La plupart des députés présents dans l'hémicycle ont approuvé la position de la chef de la diplomatie et l'initiative de résolution diplomatique lancée depuis la semaine dernière par le couple franco-allemand.
Elmar Brok, président PPE de la commission des affaires étrangères du Parlement, a déclaré que "le PPE soutient Minsk et un cessez-le-feu, qui est la dernière tentatvie de résoudre ce conflit dans le respect du droit international. Dans cet accord on parle des mesures d'applications, pour éviter à Poutine de gagner du temps encore une fois."

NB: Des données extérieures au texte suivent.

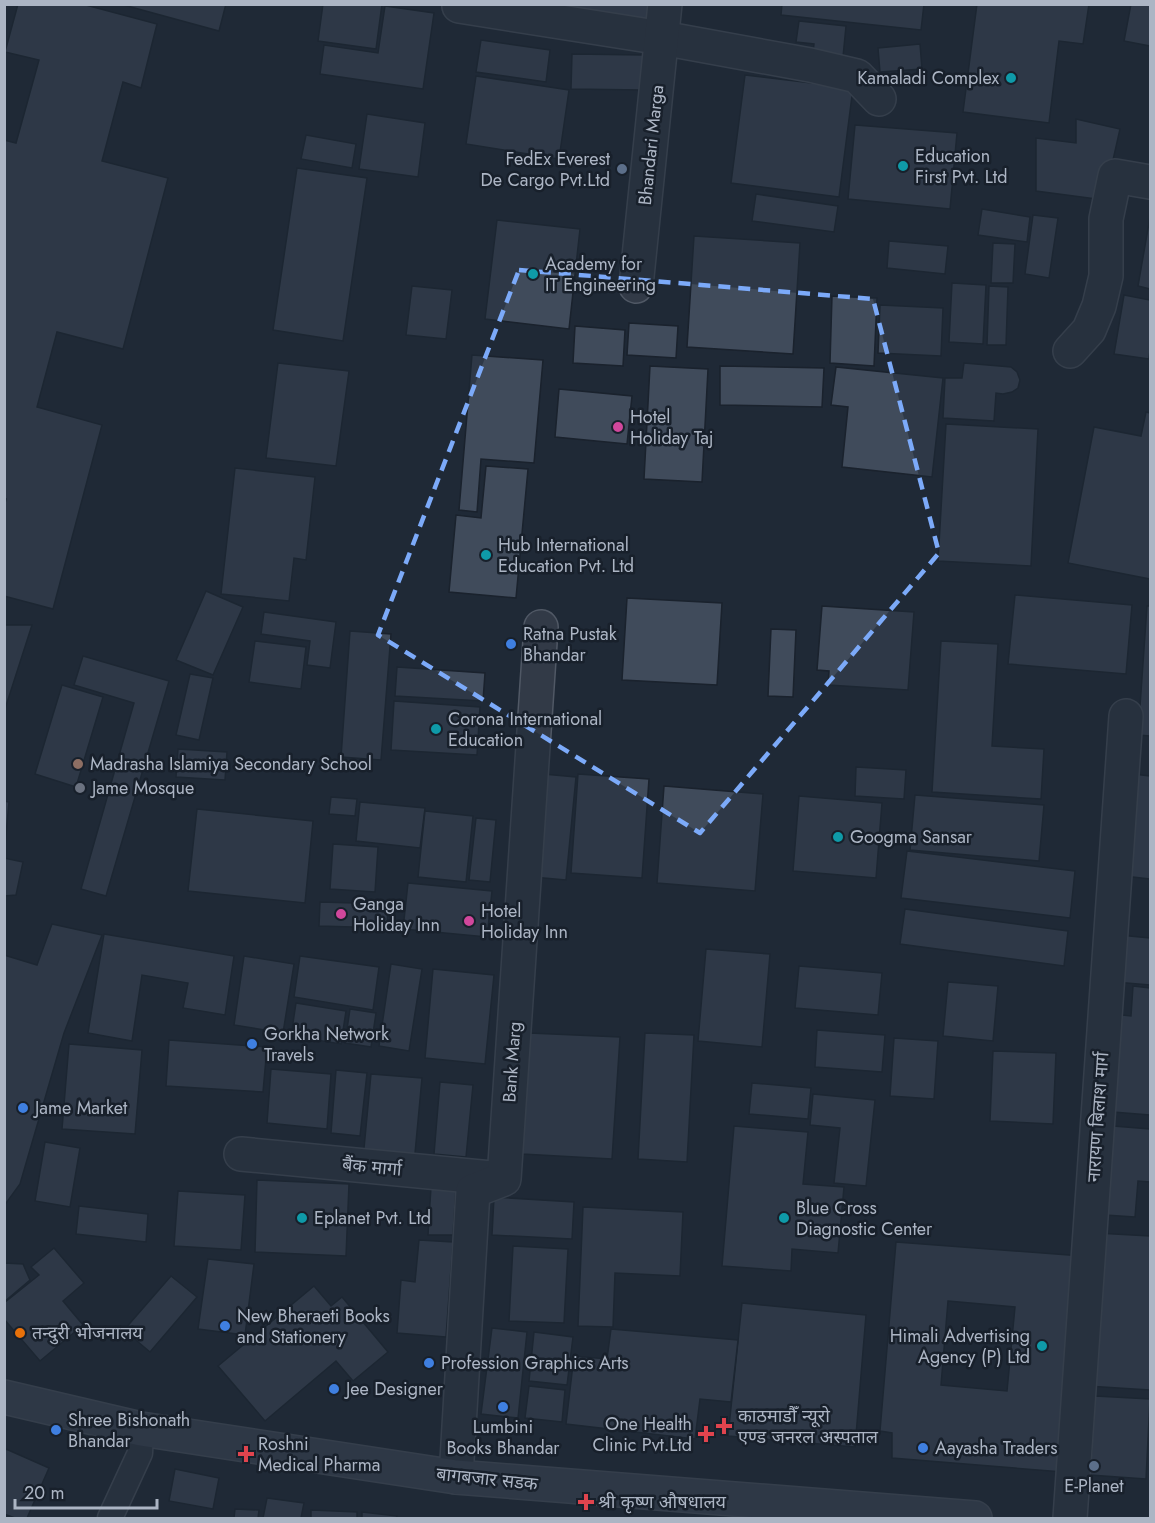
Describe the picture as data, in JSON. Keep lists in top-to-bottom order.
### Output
{
  "streets": {
    "main road": ["बागबजार सडक"],
    "street": [
      "Bhandari Marga",
      "Bank Marg",
      "नारायण बिलाश मार्ग",
      "बैंक मार्गा"
    ]
  },
  "crossings": [
    ["Bank Marg", "बैंक मार्गा"]
  ],
  "places": {
    "other": [
      "Kamaladi Complex",
      "Education First Pvt. Ltd",
      "FedEx Everest De Cargo Pvt.Ltd",
      "Academy for IT Engineering",
      "Hotel Holiday Taj",
      "Hub International Education Pvt. Ltd",
      "Ratna Pustak Bhandar",
      "Corona International Education",
      "Madrasha Islamiya Secondary School",
      "Jame Mosque",
      "Googma Sansar",
      "Ganga Holiday Inn",
      "Hotel Holiday Inn",
      "Gorkha Network Travels",
      "Jame Market",
      "Eplanet Pvt. Ltd",
      "Blue Cross Diagnostic Center",
      "New Bheraeti Books and Stationery",
      "तन्दुरी भोजनालय",
      "Himali Advertising Agency (P) Ltd",
      "Profession Graphics Arts",
      "Jee Designer",
      "Lumbini Books Bhandar",
      "Shree Bishonath Bhandar",
      "Aayasha Traders",
      "E-Planet"
    ],
    "health": [
      "काठमाडौँ न्यूरो एण्ड जनरल अस्पताल",
      "One Health Clinic Pvt.Ltd",
      "Roshni Medical Pharma",
      "श्री कृष्ण औषधालय"
    ]
  },
  "scale_bar": "20 m"
}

Même son de cloche chez l'Allemande Knut Fleckenstein des S&D: "Minsk est peut-être la dernière chance de trouver une solution diplomatique. Nous attendons de la Russie des efforts sérieux pour arriver à une solution politique du conflit et influencer les séparatistes de façon positive. Une solution militaire ne fonctionnera pas, c'est pourquoi nous ne voulons pas de livraison d'arme à l'Ukraine. Notre but est que la Russie participe à la résolution des conflits internationaux."
Les libéraux et démocrates ont également soutenu la solution diplomatique, à l'instar du Néerlandais Johannes Cornelis Van Baalen qui estime que "c'est le moment pour la Russie de montrer qu'elle est une nation pacifique. Il faut un Minsk 2 pour appliquer un Minsk 1. Si Poutine ne veut pas de la branche d'olivier, il sera puni."
Les Verts/Alliance libre européenne et la Gauche unitaire européenne espèrent également une réussite des négociations. Même si ces derniers ont refusé de se concentrer sur la seule responsabilité de la Russie dans la crise.
Bien que l'unité ait dominé lors de ce débat, certains députés ont commencé à évoquer des solutions alternatives en cas d'échec des négociations dans la capitale biélorusse, notamment la livraison d'armes à l'Ukraine.
Ce à quoi Federica Mogherini a répondu qu'il ne fallait pas "envisager de plan B avant les négociations", ajoutant que cela faisait partie "des bases de la diplomatie et du bon sens."